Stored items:
......

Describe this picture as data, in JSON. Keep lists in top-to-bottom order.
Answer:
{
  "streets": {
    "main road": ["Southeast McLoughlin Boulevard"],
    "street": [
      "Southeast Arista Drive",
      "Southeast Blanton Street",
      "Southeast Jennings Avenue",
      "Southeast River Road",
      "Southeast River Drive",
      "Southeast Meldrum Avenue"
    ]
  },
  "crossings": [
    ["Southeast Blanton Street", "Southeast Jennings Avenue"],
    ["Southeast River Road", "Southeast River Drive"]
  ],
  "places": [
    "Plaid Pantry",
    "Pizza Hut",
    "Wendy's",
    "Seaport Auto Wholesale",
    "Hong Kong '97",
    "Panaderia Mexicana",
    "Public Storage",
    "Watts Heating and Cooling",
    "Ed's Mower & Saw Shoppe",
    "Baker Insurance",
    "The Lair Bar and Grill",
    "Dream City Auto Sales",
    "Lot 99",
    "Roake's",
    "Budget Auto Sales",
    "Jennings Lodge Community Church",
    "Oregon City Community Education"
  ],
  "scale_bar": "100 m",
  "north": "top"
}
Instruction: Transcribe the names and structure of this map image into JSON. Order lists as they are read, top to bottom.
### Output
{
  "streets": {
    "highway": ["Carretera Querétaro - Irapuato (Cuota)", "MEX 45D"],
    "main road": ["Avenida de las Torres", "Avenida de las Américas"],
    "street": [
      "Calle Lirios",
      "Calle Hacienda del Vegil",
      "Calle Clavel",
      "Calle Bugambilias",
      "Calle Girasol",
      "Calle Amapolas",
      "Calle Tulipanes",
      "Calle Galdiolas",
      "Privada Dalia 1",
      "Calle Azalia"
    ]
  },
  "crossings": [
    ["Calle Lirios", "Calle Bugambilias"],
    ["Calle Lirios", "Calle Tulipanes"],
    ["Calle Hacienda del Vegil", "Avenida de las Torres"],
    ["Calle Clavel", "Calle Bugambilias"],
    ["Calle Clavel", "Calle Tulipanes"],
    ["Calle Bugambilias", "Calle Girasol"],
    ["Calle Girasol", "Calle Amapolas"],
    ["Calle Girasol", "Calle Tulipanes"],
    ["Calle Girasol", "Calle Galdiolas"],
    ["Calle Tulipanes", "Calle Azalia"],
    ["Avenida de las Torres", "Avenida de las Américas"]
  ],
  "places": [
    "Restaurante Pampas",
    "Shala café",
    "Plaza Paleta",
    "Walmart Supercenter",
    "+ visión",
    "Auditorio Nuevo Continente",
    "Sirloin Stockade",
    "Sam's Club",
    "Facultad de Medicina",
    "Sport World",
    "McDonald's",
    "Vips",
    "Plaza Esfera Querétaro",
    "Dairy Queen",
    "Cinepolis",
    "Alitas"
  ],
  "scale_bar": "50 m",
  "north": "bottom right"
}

......

Give the number of lines in the records above that contain "Girasol", with no other words.

5